Price vê imagens como as do filme Fit Got Real como vitais. “Em um mundo de Instagram, ver suado e desalinhado é incrivelmente poderoso.” Inscreva-se no The Recap, nosso e-mail semanal de escolhas de editores.

Mas não são apenas as mulheres normais que praticam esporte que perdem na representação. Há uma escassez dolorosa de imagens de mulheres nas páginas de esportes dos jornais também. No ano passado, Totally Runable – uma organização que trabalha em escolas com meninas e mulheres – realizou uma experiência. Entre julho de 2017 e junho de 2018, eles analisaram nove jornais nacionais um dia por mês e tomaram nota de quais fotos foram usadas. No total, foram encontrados 3.107 fotos de pessoas praticando esportes.Destes, cinco eram de homens e mulheres juntos, 3.011 eram de homens – e apenas 91 eram de mulheres: 2,9% do total. Críquete feminino fica em seus próprios pés no marco do Mundial Twenty20 | The Spin Leia mais

No pior dia de sua pesquisa, em setembro de 2017, havia 365 fotos de homens praticando esportes e uma foto solitária de uma mulher.Nenhum papel cobriu-se de glória ao longo do ano – o Guardian liderou a pesquisa com 9,8% das imagens em sua seção de esportes com mulheres, o Star, o Mirror e o Mail tinham menos de 2%, enquanto o Sun definhava na parte inferior com 0,8%.
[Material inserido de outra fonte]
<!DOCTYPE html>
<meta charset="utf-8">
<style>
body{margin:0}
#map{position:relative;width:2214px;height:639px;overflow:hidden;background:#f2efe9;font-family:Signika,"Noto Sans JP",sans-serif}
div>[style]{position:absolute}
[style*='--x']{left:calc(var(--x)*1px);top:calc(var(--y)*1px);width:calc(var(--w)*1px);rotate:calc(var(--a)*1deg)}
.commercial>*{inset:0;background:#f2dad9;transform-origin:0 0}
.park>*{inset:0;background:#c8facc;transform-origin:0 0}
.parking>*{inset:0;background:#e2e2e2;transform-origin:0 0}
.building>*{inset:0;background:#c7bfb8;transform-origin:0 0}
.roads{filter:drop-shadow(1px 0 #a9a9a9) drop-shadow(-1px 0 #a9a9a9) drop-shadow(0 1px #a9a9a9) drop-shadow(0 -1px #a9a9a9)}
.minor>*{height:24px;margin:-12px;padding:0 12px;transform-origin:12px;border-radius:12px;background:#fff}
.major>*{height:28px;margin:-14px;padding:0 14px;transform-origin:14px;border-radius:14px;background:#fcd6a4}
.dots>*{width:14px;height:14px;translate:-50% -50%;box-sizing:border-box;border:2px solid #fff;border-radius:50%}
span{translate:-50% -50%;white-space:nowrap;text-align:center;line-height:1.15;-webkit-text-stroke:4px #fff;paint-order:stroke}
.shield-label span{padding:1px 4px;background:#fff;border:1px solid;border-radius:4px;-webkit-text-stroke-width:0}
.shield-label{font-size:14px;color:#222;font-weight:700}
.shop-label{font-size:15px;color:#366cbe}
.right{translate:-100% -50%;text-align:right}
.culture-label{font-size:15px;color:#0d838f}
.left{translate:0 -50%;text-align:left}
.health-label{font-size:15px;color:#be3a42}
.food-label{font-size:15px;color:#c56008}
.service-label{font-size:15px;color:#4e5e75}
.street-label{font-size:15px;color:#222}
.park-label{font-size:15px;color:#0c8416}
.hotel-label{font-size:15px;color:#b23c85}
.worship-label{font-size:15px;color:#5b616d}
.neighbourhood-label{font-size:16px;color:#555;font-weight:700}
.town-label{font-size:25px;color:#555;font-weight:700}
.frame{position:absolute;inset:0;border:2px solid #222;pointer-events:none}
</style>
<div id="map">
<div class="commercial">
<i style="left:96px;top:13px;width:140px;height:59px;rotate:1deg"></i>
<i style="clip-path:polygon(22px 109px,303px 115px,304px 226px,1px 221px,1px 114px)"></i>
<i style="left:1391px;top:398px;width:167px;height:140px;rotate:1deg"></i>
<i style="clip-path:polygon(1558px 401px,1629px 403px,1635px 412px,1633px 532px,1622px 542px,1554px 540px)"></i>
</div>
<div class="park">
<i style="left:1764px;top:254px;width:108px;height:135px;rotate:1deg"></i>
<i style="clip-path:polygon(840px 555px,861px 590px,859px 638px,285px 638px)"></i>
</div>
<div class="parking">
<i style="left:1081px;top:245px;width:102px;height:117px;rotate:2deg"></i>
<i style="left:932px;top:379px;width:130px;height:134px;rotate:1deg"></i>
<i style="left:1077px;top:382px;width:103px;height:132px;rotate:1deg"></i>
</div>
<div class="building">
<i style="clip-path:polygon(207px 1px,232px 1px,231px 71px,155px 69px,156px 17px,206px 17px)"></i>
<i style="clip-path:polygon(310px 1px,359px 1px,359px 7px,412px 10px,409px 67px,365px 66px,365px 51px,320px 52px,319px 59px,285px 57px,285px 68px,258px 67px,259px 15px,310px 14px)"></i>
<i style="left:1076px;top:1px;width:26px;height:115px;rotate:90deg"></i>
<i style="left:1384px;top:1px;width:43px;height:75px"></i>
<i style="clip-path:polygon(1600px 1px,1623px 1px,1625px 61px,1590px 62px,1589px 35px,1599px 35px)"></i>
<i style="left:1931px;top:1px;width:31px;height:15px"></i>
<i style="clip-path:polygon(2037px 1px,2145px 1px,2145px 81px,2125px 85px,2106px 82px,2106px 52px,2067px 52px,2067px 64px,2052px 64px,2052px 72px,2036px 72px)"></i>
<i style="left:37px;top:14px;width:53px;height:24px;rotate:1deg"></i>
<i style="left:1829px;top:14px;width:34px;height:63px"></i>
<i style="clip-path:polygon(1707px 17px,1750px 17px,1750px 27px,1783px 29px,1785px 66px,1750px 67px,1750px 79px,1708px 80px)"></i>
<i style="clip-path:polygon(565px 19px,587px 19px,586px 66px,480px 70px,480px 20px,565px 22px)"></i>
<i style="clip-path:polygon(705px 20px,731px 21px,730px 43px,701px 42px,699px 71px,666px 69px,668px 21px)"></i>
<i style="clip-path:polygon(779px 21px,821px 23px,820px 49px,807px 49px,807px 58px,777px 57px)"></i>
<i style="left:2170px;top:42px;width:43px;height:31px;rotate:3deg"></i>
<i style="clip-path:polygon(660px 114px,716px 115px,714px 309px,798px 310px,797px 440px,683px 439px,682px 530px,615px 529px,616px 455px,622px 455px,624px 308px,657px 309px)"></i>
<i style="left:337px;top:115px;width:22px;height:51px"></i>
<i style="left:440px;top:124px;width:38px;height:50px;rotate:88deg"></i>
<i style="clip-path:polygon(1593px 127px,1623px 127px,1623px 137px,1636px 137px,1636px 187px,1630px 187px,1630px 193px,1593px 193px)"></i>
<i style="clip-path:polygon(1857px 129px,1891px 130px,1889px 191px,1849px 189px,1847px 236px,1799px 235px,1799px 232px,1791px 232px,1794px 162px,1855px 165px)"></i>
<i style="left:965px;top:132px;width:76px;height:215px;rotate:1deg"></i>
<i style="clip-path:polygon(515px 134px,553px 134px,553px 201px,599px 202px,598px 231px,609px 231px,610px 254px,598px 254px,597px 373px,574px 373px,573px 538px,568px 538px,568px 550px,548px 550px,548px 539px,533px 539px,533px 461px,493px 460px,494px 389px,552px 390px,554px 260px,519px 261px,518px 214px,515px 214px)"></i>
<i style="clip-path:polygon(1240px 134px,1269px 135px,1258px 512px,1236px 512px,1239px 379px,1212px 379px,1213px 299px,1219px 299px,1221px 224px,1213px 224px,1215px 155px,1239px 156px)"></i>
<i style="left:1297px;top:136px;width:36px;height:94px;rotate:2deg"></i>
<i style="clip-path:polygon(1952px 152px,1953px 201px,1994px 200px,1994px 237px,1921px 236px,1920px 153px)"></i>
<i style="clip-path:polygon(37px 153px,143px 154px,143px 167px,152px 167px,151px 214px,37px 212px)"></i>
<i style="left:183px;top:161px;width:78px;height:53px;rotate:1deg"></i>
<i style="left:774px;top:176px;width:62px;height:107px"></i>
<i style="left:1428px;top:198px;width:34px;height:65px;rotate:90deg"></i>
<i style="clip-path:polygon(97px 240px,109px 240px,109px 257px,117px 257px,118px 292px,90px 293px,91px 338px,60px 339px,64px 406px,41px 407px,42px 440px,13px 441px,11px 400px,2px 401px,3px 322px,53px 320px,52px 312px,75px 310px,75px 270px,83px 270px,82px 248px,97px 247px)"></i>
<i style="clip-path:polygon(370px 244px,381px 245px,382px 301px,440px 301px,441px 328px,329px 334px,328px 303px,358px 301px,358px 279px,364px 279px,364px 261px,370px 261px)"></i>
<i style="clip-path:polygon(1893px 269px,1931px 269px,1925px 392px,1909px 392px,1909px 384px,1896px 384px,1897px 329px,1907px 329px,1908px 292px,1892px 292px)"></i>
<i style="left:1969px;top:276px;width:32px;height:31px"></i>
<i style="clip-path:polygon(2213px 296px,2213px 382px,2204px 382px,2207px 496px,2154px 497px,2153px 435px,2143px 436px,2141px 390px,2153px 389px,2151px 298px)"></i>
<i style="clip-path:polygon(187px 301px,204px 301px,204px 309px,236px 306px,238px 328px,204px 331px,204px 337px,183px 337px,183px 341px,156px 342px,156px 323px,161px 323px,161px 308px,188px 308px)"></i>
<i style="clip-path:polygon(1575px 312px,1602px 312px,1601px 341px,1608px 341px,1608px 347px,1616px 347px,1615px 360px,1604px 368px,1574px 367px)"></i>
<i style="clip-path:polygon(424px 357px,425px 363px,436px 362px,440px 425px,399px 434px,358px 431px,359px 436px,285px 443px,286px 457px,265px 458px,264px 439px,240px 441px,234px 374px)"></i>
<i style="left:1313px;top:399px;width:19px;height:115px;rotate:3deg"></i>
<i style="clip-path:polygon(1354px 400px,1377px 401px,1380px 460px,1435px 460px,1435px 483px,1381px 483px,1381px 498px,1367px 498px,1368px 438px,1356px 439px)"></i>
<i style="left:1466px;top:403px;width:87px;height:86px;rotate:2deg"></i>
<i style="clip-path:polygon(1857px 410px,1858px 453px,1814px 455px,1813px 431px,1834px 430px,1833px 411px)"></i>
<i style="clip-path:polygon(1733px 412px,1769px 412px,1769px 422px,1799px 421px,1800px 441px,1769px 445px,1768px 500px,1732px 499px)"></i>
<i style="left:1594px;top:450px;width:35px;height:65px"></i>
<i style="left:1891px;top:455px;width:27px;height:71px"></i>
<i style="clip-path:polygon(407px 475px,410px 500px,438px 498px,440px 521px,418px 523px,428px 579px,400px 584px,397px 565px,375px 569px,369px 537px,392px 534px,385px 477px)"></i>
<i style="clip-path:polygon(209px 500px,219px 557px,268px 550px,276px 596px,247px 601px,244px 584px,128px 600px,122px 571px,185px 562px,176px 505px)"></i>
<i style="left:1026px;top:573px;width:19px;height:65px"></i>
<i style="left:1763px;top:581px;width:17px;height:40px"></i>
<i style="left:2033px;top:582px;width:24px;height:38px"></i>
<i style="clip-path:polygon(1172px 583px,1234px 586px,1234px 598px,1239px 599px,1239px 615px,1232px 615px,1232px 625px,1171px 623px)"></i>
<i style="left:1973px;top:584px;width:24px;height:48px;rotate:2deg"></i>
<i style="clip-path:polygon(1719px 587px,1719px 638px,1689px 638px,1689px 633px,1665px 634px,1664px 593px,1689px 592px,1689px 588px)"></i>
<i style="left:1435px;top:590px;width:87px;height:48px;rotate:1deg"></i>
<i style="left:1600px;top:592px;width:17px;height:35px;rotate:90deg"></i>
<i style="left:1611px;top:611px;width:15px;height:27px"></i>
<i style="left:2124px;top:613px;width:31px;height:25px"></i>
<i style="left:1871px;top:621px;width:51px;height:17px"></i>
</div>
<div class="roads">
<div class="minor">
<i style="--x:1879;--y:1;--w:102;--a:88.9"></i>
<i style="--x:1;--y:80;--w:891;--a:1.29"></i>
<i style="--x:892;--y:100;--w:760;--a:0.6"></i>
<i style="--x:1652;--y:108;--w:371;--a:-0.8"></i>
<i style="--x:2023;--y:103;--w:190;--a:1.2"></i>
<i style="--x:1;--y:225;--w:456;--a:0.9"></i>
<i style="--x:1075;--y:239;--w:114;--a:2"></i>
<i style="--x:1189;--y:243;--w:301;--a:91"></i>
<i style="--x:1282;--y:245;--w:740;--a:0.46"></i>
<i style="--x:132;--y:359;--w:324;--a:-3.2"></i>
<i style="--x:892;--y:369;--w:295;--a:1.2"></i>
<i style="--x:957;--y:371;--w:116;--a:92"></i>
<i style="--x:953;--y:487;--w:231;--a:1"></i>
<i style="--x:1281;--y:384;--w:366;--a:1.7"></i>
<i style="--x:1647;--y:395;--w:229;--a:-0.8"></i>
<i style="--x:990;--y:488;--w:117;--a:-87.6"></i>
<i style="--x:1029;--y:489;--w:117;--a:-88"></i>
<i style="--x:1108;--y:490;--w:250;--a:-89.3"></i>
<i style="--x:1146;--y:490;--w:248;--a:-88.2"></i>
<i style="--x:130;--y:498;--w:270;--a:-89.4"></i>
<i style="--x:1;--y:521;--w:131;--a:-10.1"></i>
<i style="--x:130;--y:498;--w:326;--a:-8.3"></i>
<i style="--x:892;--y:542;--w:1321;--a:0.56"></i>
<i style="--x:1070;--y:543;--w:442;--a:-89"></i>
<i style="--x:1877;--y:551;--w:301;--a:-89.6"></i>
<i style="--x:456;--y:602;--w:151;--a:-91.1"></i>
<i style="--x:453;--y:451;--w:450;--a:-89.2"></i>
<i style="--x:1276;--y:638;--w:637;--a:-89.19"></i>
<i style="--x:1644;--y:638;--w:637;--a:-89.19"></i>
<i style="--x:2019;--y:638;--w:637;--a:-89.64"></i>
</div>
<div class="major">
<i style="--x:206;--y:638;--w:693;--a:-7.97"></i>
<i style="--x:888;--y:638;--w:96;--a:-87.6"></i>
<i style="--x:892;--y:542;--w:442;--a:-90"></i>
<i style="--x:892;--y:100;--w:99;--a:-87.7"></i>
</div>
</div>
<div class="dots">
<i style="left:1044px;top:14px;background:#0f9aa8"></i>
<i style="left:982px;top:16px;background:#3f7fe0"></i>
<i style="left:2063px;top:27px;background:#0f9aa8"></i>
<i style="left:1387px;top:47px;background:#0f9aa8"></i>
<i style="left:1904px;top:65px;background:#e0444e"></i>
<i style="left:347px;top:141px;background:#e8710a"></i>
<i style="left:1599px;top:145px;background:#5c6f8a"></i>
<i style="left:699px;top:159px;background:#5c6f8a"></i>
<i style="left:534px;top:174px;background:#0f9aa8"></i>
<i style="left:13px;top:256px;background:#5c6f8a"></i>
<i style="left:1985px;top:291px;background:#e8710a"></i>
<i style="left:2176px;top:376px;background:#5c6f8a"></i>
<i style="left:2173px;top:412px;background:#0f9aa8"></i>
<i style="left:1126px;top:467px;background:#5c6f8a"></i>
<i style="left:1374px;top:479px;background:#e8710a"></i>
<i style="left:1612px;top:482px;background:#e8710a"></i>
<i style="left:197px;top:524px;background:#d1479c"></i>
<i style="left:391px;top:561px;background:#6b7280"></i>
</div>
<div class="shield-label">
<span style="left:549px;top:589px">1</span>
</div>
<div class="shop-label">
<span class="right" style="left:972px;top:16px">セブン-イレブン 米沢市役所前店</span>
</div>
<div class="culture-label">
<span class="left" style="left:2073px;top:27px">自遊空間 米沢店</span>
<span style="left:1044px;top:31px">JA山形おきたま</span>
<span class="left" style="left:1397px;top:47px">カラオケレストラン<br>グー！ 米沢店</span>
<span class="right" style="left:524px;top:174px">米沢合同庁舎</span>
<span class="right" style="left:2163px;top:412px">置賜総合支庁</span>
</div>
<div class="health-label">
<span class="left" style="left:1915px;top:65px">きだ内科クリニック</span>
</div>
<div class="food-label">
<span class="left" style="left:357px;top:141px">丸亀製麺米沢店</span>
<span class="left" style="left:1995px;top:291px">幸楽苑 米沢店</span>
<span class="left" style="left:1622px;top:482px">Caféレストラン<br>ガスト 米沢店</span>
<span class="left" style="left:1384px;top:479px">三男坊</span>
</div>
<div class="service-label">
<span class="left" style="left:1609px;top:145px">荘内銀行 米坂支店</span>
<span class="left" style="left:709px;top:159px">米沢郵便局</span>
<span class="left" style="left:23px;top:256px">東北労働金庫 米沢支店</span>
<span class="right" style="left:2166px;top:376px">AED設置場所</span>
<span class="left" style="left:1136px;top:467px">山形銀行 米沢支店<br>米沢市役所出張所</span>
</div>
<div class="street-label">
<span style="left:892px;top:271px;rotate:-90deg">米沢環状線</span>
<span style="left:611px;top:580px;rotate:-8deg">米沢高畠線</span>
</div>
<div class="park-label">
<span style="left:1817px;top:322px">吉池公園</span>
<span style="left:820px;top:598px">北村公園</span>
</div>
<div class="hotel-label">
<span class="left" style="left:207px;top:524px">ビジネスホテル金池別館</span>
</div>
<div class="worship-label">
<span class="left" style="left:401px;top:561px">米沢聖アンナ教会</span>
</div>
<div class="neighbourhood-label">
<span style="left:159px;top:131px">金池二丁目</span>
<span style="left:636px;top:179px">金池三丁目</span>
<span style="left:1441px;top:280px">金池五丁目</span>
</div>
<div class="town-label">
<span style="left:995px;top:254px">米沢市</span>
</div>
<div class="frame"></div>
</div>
E mesmo quando as mulheres esportivas eram fotografadas, as fotografias muitas vezes mostravam-nas em um vestido que recebiam um prêmio, ou envoltas em uma bandeira – não fazendo a coisa pela qual eram famosas.

< Natalie Jackson, diretora da Totally Runable, não se surpreendeu com os resultados. "Há ainda um longo caminho a percorrer. Sabemos do trabalho que fazemos nas escolas que, às sete anos, as meninas têm 22% menos probabilidade de se chamarem esportivas do que os meninos. Mas é de admirar?Se eles não puderem ver, é muito mais difícil para eles serem. ”Em resposta, ela lançou o #SeeSportyBeSporty, pedindo que o esporte na mídia seja mais igual ao gênero.

Os balcões de jornais dizem que os esportes femininos nem sempre se ajudam. Algumas organizações, como o netball, são incrivelmente bem administradas e são boas em avançar. Outros não são. Para aumentar os números, porém, tem de haver esforço de ambos os lados da mesa.

Esforço como o de Jennie Price, a garota escolhida pela última vez no PE, que na noite de quinta-feira ganhou o prêmio pelo conjunto da obra. os prêmios de esportistas do ano. Essa garota pode, tudo bem.